2. Endpoint Configuration

sqls/campaigns.yaml:

url-path: /campaigns/

# Enable caching
cache:
enabled: true
table: campaigns_cache
schema: analytics
schedule: 60m # Refresh every hour
template-file: campaigns_cache.sql

# API parameters
request:
- field-name: country
field-in: query
description: Filter by country code (e.g., US, DE)
required: false
validators:
- type: string
regex: '^[A-Z]{2}$'

- field-name: campaign_type
field-in: query
description: Campaign type (email, social, search)
required: false
validators:
- type: enum
allowedValues: [email, social, search, display]
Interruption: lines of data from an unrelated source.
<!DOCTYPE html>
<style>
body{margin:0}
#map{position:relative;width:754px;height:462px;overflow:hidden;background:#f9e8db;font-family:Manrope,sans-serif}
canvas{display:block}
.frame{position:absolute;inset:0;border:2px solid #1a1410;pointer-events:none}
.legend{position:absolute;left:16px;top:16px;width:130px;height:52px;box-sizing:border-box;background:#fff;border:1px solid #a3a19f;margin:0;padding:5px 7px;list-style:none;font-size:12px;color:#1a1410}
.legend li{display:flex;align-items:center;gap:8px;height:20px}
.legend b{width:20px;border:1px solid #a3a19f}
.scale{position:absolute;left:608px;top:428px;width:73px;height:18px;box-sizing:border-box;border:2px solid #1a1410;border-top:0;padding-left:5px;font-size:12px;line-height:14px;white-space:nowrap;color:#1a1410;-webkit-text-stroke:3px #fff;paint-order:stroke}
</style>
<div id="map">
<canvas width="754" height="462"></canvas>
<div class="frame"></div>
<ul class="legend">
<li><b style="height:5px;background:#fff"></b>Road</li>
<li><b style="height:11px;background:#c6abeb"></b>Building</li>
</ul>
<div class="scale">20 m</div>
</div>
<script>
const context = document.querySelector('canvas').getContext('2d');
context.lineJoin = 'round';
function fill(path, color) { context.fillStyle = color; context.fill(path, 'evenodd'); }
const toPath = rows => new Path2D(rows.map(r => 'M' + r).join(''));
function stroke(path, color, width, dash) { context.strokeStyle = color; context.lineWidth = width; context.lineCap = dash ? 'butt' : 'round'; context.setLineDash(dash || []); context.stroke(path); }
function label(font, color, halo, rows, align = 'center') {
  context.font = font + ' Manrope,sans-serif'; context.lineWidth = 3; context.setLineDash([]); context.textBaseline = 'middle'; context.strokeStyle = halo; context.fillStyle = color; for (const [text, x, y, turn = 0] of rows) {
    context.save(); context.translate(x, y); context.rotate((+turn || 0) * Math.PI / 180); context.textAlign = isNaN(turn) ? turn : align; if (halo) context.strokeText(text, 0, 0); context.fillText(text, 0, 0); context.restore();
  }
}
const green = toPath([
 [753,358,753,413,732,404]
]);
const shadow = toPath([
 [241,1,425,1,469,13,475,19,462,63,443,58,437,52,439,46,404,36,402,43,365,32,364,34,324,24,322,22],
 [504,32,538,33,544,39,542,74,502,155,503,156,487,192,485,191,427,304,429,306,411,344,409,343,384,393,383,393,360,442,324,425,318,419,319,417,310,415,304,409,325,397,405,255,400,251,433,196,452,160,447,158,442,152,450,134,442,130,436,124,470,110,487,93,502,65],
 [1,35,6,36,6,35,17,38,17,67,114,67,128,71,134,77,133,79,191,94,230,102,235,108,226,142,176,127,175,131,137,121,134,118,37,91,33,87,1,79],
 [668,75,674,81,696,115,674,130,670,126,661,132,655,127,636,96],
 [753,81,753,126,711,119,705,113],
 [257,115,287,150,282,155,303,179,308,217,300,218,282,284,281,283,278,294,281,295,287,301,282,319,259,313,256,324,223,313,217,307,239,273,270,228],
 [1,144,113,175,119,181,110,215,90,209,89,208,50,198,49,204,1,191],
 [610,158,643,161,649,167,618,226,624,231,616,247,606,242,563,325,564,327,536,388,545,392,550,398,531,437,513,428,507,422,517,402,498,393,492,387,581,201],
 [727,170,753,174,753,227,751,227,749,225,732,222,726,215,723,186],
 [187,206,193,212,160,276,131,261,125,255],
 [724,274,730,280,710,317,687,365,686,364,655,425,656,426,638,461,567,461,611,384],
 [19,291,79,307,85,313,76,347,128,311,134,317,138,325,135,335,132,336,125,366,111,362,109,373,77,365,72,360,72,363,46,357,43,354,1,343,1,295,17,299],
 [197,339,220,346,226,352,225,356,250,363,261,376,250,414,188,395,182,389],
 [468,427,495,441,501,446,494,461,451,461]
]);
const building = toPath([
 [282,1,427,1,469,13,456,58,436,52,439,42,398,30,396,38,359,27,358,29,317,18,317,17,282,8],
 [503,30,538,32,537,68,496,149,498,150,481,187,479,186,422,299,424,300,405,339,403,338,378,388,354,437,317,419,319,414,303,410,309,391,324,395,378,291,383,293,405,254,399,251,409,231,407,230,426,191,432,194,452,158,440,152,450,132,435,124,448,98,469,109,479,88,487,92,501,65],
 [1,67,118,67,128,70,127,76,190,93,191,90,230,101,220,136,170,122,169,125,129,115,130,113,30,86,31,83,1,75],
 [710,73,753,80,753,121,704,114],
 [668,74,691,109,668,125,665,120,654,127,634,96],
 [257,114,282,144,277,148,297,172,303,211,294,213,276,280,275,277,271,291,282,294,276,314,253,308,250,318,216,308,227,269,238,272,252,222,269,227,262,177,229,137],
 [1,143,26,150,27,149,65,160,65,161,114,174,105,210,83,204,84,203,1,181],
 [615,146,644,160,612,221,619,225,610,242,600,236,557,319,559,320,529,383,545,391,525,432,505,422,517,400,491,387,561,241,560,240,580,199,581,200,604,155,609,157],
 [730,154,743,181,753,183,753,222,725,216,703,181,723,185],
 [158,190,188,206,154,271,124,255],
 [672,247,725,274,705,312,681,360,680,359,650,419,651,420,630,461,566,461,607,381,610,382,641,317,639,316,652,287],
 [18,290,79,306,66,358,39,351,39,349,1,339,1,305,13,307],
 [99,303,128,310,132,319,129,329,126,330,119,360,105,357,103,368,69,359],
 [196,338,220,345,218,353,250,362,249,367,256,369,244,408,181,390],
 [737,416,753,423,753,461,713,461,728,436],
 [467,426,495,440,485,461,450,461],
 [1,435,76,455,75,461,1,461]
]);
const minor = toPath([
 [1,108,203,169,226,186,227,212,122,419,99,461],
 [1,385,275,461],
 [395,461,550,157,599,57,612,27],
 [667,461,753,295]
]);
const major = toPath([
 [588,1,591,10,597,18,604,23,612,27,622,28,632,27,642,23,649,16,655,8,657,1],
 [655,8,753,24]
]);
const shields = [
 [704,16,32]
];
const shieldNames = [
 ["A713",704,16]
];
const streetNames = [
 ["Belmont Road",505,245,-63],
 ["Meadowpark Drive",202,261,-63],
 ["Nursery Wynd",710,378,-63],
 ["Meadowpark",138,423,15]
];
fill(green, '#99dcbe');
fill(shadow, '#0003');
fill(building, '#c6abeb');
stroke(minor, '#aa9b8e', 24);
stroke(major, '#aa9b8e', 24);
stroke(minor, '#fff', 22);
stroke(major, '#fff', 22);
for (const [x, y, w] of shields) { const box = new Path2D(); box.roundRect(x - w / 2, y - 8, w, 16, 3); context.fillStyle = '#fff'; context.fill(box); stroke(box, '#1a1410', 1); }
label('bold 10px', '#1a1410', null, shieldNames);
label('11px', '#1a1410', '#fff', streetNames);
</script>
template-source: campaigns.sql
connection:
- bigquery-marketing

3. Cache Template

sqls/campaigns_cache.sql:

-- This runs every hour to refresh the cache.
-- flAPI executes the SELECT and writes the result into the configured
-- cache table ({{cache.schema}}.{{cache.table}}) inside DuckLake.

SELECT
campaign_id,
campaign_type,
country,
campaign_name,
SUM(clicks) as total_clicks,
SUM(conversions) as total_conversions,
SUM(revenue) as total_revenue,
ROUND(SUM(revenue) / NULLIF(SUM(clicks), 0), 2) as revenue_per_click,
MAX(last_updated) as last_updated
FROM bigquery_scan('{{conn.project_id}}.marketing.campaigns')
WHERE date >= CURRENT_DATE - INTERVAL '30 days'
AND active = true
GROUP BY 1, 2, 3, 4

4. API Template

sqls/campaigns.sql:

-- This serves API requests from the cache (fast!)
-- No BigQuery cost per request. The cache table is fully qualified through
-- the DuckLake catalog/schema/table that flAPI injects into the template.

SELECT
campaign_id,
campaign_type,
country,
campaign_name,
total_clicks,
total_conversions,
total_revenue,
revenue_per_click,
last_updated
FROM {{cache.catalog}}.{{cache.schema}}.{{cache.table}}
WHERE 1=1
{{#params.country}}
AND country = '{{{params.country}}}'
{{/params.country}}
{{#params.campaign_type}}
AND campaign_type = '{{{params.campaign_type}}}'
{{/params.campaign_type}}
ORDER BY total_revenue DESC
LIMIT 100

Running the Example

Start flAPI

# Set credentials
export GOOGLE_APPLICATION_CREDENTIALS=/path/to/service-account.json

# Start server
$ ./flapi -c flapi.yaml

✓ Loaded 1 endpoints
✓ Cache scheduled: campaigns (60m)
✓ Server listening on :8080

Test the API

# All campaigns
$ curl http://localhost:8080/campaigns/

# US campaigns only
$ curl "http://localhost:8080/campaigns/?country=US"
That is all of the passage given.